[Data excerpts]
*** Begin section ***
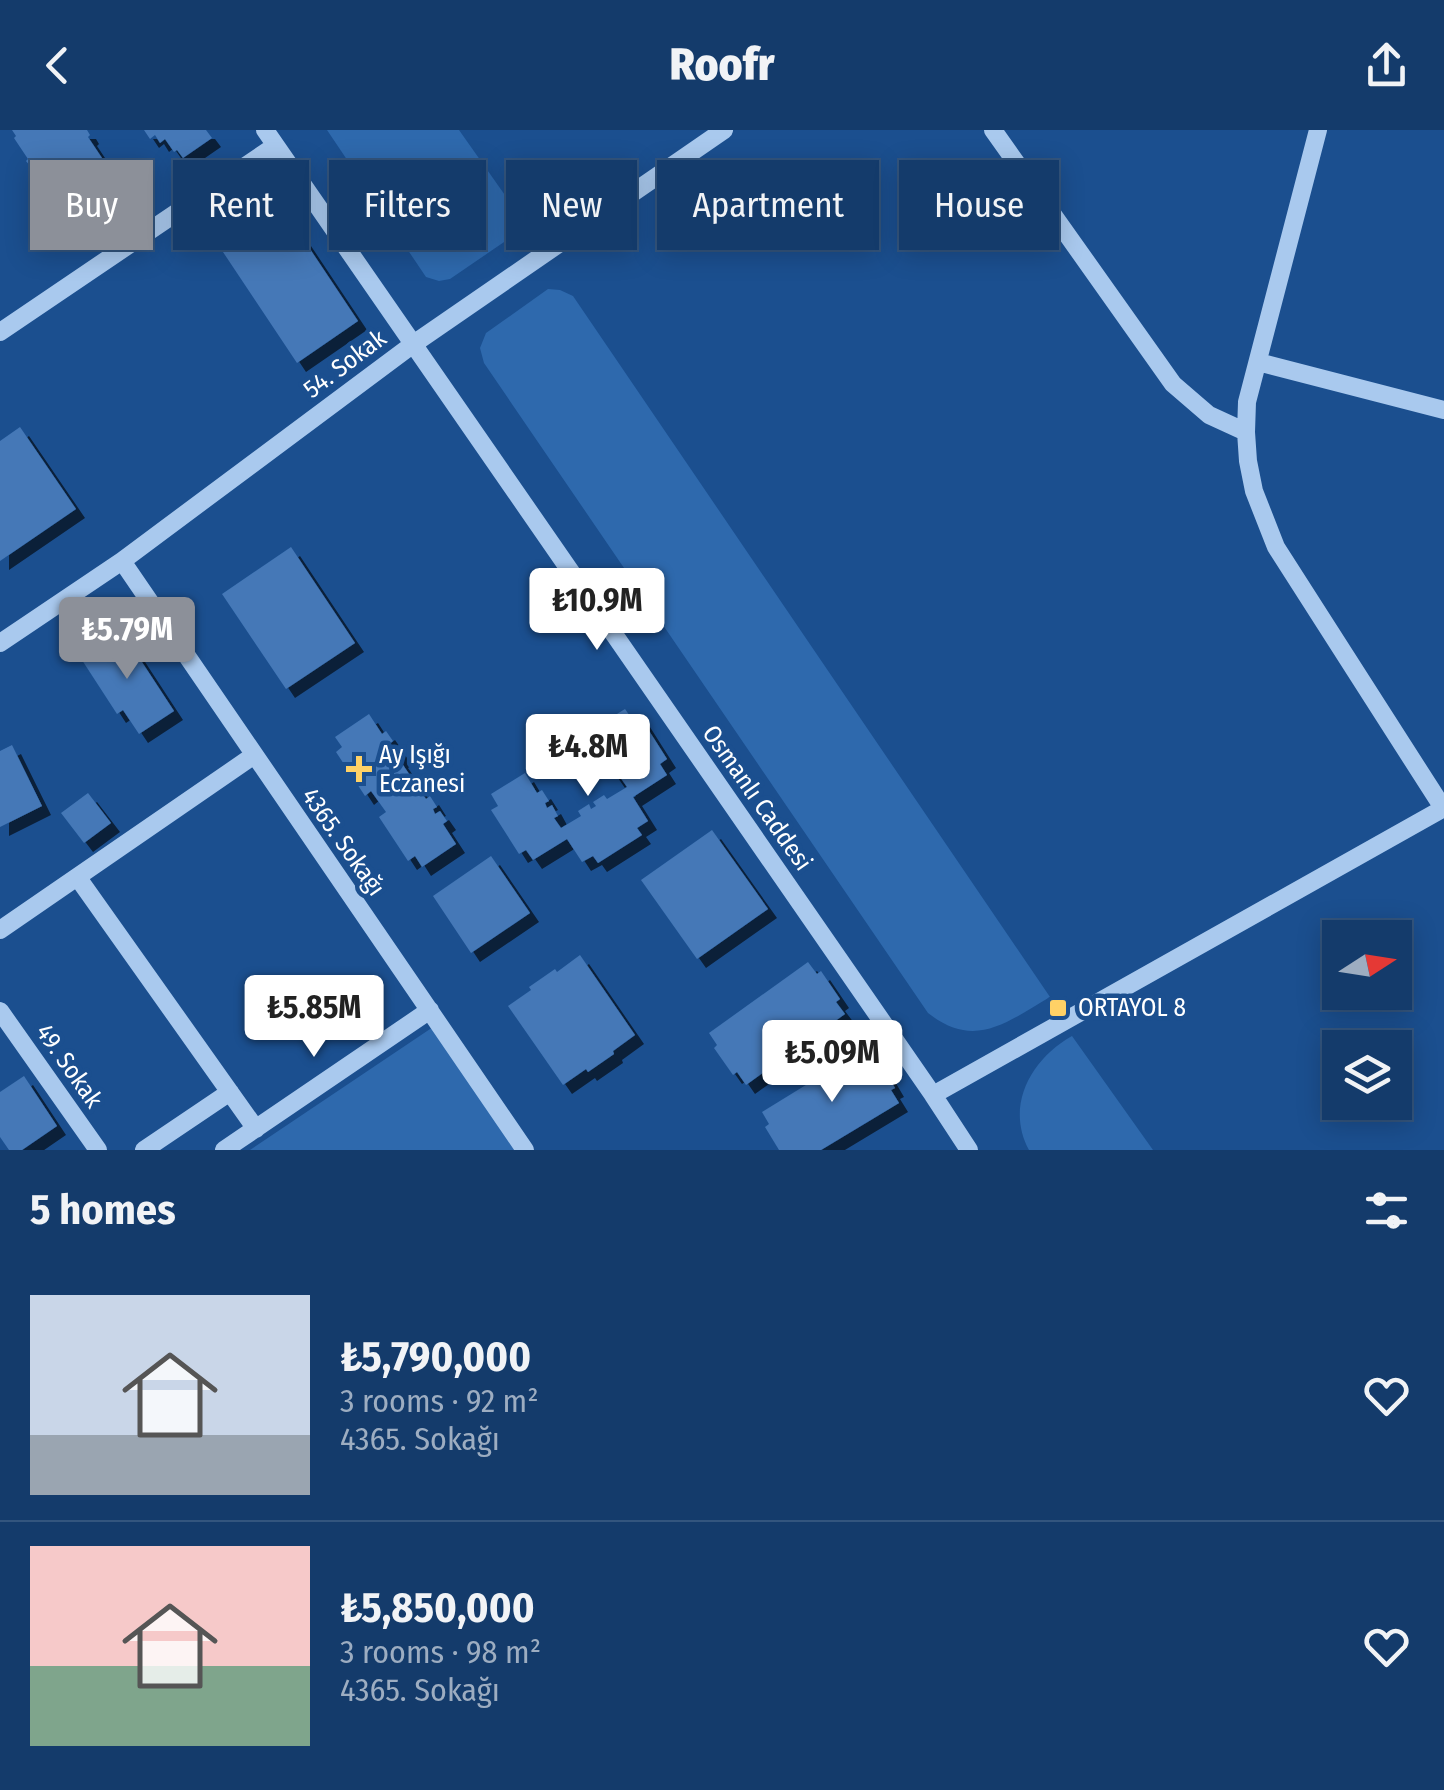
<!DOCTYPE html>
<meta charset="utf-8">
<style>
:root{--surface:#143b6b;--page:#1d4271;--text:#f1f3f6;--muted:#9dadc1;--line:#33557e;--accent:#8c9099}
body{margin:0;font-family:"Fira Sans Condensed",sans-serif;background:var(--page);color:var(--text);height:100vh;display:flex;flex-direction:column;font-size:38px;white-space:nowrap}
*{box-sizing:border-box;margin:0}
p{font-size:32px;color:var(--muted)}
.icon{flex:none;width:55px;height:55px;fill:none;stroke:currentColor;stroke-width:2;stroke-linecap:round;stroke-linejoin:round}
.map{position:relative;height:1020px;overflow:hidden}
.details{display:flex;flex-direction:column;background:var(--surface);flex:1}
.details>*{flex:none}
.top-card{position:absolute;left:30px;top:30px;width:1385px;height:90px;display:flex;gap:20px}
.needle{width:65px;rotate:78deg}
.controls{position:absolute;left:1322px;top:790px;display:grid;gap:20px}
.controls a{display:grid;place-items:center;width:90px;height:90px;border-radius:0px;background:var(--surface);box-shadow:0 5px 25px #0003,0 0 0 2px var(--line);font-size:50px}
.price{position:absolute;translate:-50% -85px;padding:0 22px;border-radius:10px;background:#fff;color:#222;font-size:32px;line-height:65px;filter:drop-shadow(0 2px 5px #0008)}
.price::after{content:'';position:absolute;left:50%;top:60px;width:30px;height:22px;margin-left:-15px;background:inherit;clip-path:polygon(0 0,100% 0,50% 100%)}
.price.on{background:var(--accent);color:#fff}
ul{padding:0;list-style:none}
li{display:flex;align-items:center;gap:30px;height:250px;padding:0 30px}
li+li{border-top:2px solid var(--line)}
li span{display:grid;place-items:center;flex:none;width:280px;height:200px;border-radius:0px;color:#555}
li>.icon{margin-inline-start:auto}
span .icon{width:120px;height:120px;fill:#fffc;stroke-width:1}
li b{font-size:42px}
h2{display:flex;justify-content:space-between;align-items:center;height:120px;padding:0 30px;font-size:42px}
.chip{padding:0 35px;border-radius:0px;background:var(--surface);box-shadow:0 5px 25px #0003,0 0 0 2px var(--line);font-size:35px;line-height:90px}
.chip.on{background:var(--accent);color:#fff}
header{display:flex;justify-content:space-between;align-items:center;height:130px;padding:0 30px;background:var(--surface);font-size:45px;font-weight:800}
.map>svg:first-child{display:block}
.green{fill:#2e69ad}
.building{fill:#4478b7;filter:url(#shadow)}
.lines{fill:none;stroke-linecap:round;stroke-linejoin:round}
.minor{stroke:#a9c9ee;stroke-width:18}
.poi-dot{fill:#ffd166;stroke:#1b4f8f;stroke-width:4}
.labels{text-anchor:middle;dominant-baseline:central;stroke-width:9;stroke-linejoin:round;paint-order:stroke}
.street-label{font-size:25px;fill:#fff;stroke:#1b4f8f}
.poi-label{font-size:25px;fill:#fff;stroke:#1b4f8f;text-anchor:start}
</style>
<header><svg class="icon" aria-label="back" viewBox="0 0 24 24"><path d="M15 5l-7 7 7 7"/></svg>Roofr<svg class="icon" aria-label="share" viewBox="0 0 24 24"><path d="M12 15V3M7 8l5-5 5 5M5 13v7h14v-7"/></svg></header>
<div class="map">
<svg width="1444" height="1020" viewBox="0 0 1444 1020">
<defs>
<filter id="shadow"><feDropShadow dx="9" dy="9" stdDeviation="0" flood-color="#0009"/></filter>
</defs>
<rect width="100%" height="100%" fill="#1b4f8f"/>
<path class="green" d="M327,0H459L514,78C518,90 515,99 507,110L450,149L439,151L426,147Z
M548,159L560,160L573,166L1050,867C1007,892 975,920 928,883L484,233L480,218L486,203Z
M442,891L532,1020H250Z
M1072,906L1153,1020H1029C1005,976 1031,929 1072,906Z"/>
<path class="building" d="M12,0H87L90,5L88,7L102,28L85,39L82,35L65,47L68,51L51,62L26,31L28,29L14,8L16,6Z
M144,0H206L212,8L183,28L177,20L174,22L165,9L160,13L155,5L150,9Z
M272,62L358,191L297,233L211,104Z
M20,297L76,379L0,431V311Z
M291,417L355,513L286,559L222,464Z
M121,500L174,581L139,604L123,580L117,584L80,527Z
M625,579L632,589L639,585L667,629L660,634L667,645L633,667L648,691L637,698L642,705L598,733L593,726L582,732L567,709L533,730L526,720L519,724L491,680L498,676L491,664L525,643L537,663L542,660L549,671L545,673L547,678L552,675L558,686L554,688L561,698L581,686L578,681L589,674L591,679L596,676L593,672L604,665L607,669L627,657L620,647L616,649L609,639L613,636L611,631L606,634L599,624L604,621L591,600Z
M369,584L382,604L386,601L393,611L389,614L392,619L396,616L403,626L399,629L426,669L430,666L437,677L433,679L435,684L440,681L447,691L443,694L456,714L422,737L415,726L408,731L379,687L386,682L371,661L365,666L336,622L342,617L335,607Z
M12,615L42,676L0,697V621Z
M88,663L111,693L84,713L61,683Z
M712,700L768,779L697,829L641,750Z
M491,726L530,783L471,823L433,766Z
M580,825L635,905L613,921L614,924L588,942L586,939L563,955L508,876L531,860L529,857L555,839L557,842Z
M808,832L817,844L821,841L840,869L836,872L845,884L746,955L737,942L733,945L714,918L717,915L709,903Z
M866,918L874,931L878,929L895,958L891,960L899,973L821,1020H779L765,997L769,994L762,982Z
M24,946L57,996L22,1020H9L0,1007V962Z"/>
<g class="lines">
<path class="minor" d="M265,0L933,965L969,1020
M993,0L1173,254L1209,285L1246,302
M1318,0L1247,272L1246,302L1248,331L1254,361L1276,417L1443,678
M0,202L275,16
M1258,232L1444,280
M122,431L525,1020
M0,513L122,431L412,215L724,0
M78,748L256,999
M0,800L253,626
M0,881L98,1020
M933,965L1444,678
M144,1020L230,962
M224,1020L430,880"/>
</g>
<g class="poi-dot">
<path d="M354 624h10v10h10v10h-10v10h-10v-10h-10v-10h10z"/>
<rect x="1048" y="868" width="20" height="20" rx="5"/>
</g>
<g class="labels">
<g class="street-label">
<text transform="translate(345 234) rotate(-37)">54. Sokak</text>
<text transform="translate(757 668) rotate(55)">Osmanlı Caddesi</text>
<text transform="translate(343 712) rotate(55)">4365. Sokağı</text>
<text transform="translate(69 936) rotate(55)">49. Sokak</text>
</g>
<g class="poi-label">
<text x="379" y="625">Ay Işığı<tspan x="379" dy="29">Eczanesi</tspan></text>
<text x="1078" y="878">ORTAYOL 8</text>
</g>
</g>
</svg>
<div class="controls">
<a><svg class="needle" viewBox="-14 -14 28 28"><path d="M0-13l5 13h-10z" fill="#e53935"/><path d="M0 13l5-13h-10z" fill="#9dadc1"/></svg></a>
<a><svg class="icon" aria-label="layers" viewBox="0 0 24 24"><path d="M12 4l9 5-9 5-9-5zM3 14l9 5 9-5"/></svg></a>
</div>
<b class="price" style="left:597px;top:523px">₺10.9M</b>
<b class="price on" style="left:127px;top:552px">₺5.79M</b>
<b class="price" style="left:588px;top:669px">₺4.8M</b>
<b class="price" style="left:314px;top:930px">₺5.85M</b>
<b class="price" style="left:832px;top:975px">₺5.09M</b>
<div class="top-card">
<a class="chip on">Buy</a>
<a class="chip">Rent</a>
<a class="chip">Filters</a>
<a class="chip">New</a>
<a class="chip">Apartment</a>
<a class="chip">House</a>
</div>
</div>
<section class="details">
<h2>5 homes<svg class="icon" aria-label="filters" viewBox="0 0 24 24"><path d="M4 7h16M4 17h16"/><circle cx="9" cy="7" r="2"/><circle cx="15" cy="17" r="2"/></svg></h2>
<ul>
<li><span style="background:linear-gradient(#c9d6e8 70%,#9aa5b1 0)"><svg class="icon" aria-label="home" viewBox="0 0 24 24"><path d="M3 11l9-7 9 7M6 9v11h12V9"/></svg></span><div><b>₺5,790,000</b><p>3 rooms · 92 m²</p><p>4365. Sokağı</p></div><svg class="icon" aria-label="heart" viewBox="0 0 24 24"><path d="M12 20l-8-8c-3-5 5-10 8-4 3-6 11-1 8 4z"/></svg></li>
<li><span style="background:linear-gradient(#f6c9c9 60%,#7fa58c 0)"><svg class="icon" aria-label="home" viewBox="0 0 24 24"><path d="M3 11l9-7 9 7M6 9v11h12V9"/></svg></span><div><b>₺5,850,000</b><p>3 rooms · 98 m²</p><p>4365. Sokağı</p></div><svg class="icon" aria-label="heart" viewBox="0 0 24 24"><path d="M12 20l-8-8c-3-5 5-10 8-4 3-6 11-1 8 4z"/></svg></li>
</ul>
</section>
*** End section ***
◆ **What the task requires**
Only a number is expected here: the tally of lines above that contain "place". Please write nothing more.

◆ **Written solution**
2